Re: [RFC UKL 04/10] x86/entry: Create alternate entry path for system calls

linux-mm.kvack.org archive mirror
 help / color / mirror / Atom feed

From: "Andy Lutomirski" <luto@kernel.org>
To: "Ali Raza" <aliraza@bu.edu>,
	"Linux Kernel Mailing List" <linux-kernel@vger.kernel.org>
Cc: "Jonathan Corbet" <corbet@lwn.net>,
	masahiroy@kernel.org, michal.lkml@markovi.net,
	"Nick Desaulniers" <ndesaulniers@google.com>,
	"Thomas Gleixner" <tglx@linutronix.de>,
	"Ingo Molnar" <mingo@redhat.com>,
	"Borislav Petkov" <bp@alien8.de>,
	"Dave Hansen" <dave.hansen@linux.intel.com>,
	"H. Peter Anvin" <hpa@zytor.com>,
	"Eric W. Biederman" <ebiederm@xmission.com>,
	"Kees Cook" <keescook@chromium.org>,
	"Peter Zijlstra (Intel)" <peterz@infradead.org>,
	"Al Viro" <viro@zeniv.linux.org.uk>,
	"Arnd Bergmann" <arnd@arndb.de>,
	juri.lelli@redhat.com, vincent.guittot@linaro.org,
	dietmar.eggemann@arm.com, "Steven Rostedt" <rostedt@goodmis.org>,
	"Ben Segall" <bsegall@google.com>,
	mgorman@suse.de, bristot@redhat.com, vschneid@redhat.com,
	"Paolo Bonzini" <pbonzini@redhat.com>,
	jpoimboe@kernel.org, linux-doc@vger.kernel.org,
	linux-kbuild@vger.kernel.org, linux-mm@kvack.org,
	linux-fsdevel@vger.kernel.org, linux-arch@vger.kernel.org,
	"the arch/x86 maintainers" <x86@kernel.org>,
	rjones@redhat.com, munsoner@bu.edu, tommyu@bu.edu,
	drepper@redhat.com, lwoodman@redhat.com, mboydmcse@gmail.com,
	okrieg@bu.edu, rmancuso@bu.edu,
	"Daniel Bristot de Oliveira" <bristot@kernel.org>
Subject: Re: [RFC UKL 04/10] x86/entry: Create alternate entry path for system calls
Date: Tue, 04 Oct 2022 10:43:47 -0700	[thread overview]
Message-ID: <b8e86bd9-f8a1-4f37-8f1a-ae0b6209d922@app.fastmail.com> (raw)
In-Reply-To: <20221003222133.20948-5-aliraza@bu.edu>



On Mon, Oct 3, 2022, at 3:21 PM, Ali Raza wrote:
> If a UKL application makes a system call, it won't go through with the
> syscall assembly instruction. Instead, the application will use the call
> instruction to go to the kernel entry point.
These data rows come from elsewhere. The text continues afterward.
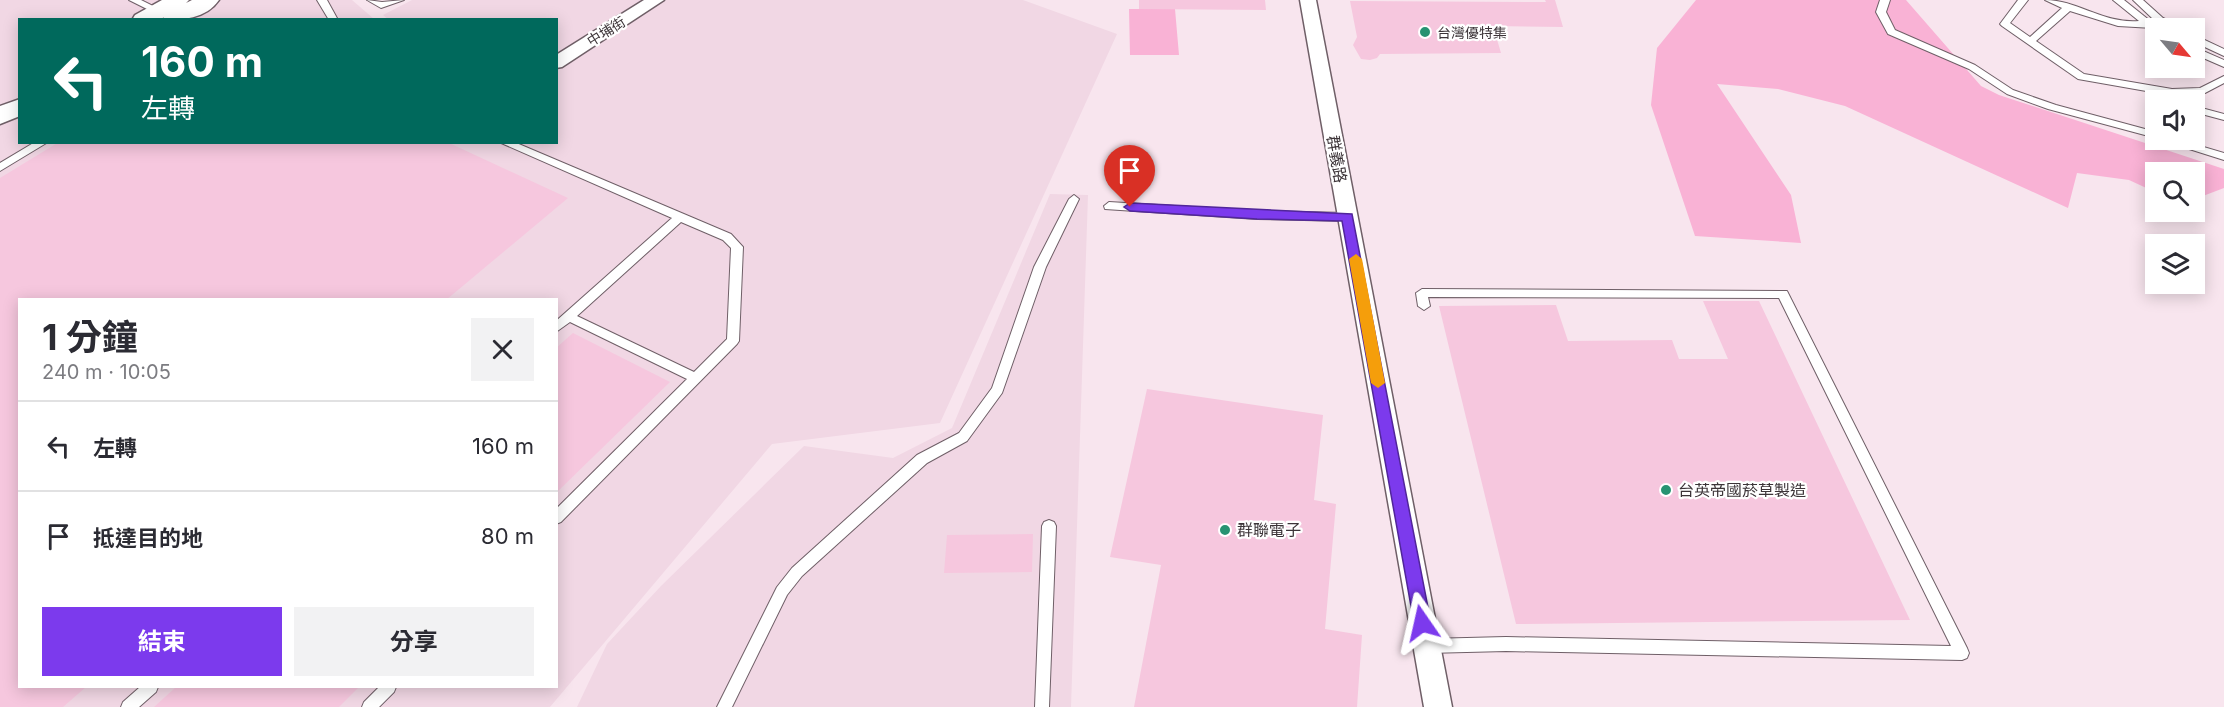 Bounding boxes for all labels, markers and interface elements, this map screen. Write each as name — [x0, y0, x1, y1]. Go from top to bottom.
street label: 中埔街 — [584, 13, 628, 49]
north arrow — [2145, 18, 2205, 78]
map controls — [2145, 18, 2205, 294]
place label: 台灣優特集 — [1437, 24, 1507, 41]
marker: 台灣優特集 — [1418, 25, 1432, 39]
text: 160 m — [141, 36, 263, 87]
icon: left — [42, 42, 120, 120]
button: sound — [2145, 90, 2205, 150]
text: 左轉 — [141, 92, 195, 125]
street label: 群義路 — [1323, 134, 1351, 184]
pin — [1104, 145, 1155, 207]
icon: arrive — [1113, 154, 1146, 187]
button: search — [2145, 162, 2205, 222]
button: layers — [2145, 234, 2205, 294]
text: 1 分鐘 — [42, 315, 138, 359]
button: close — [471, 318, 534, 381]
text: 240 m · 10:05 — [42, 360, 171, 384]
icon: left — [42, 430, 75, 463]
text: 160 m — [472, 433, 534, 459]
text: 左轉 — [93, 435, 137, 461]
place label: 台英帝國菸草製造 — [1678, 480, 1806, 500]
marker: 台英帝國菸草製造 — [1659, 483, 1673, 497]
icon: arrive — [42, 520, 75, 553]
place label: 群聯電子 — [1237, 520, 1301, 540]
text: 80 m — [481, 523, 534, 549]
marker: 群聯電子 — [1218, 523, 1232, 537]
text: 抵達目的地 — [93, 525, 203, 551]
position arrow — [1390, 591, 1454, 655]
button: 結束 — [42, 607, 282, 676]
button: 分享 — [294, 607, 534, 676]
Instead of adding checks to
> the normal entry_SYSCALL_64 to see if we came here from a UKL task or a
> normal application task, we create a totally new entry point called
> ukl_entry_SYSCALL_64. This allows the normal entry point to be unchanged
> and simplifies the UKL specific code as well.
>
> ukl_entry_SYSCALL_64 is similar to entry_SYSCALL_64 except that it has to
> populate %rcx with return address manually (syscall instruction does that
> automatically for normal application tasks). This allows the pt_regs to be
> correct. Also, we have to push the flags onto the user stack, because on
> the return path, we first switch to user stack, then pop the flags and then
> return. Popping the flags would restart interrupts, so we dont want to be
> stuck on kernel stack when an interrupt hits. All this can be done with an
> iret instruction, but call/iret pair performans way slower than a call/ret
> pair.
>
> Also, on the entry path, we make sure the context flag i.e., in_user is set
> to 1 to indicate we are now in kernel context so any new interrupts dont
> have to go through kernel entry code again. This is normally done with the
> CS value on stack, but in UKL case that will always be a kernel value. On
> the way back, the in_user is switched back to 2 to indicate that now
> application context is being entered. All non-UKL tasks have the in_user
> value set to 0.


>
> The UKL application uses a slightly different value for CS, instead of
> 0x33, we use 0xC3. As most of the tests compare only the least significant
> nibble, they behave as expected. The C value in the second nibble allows us
> to distinguish between user space and UKL application code.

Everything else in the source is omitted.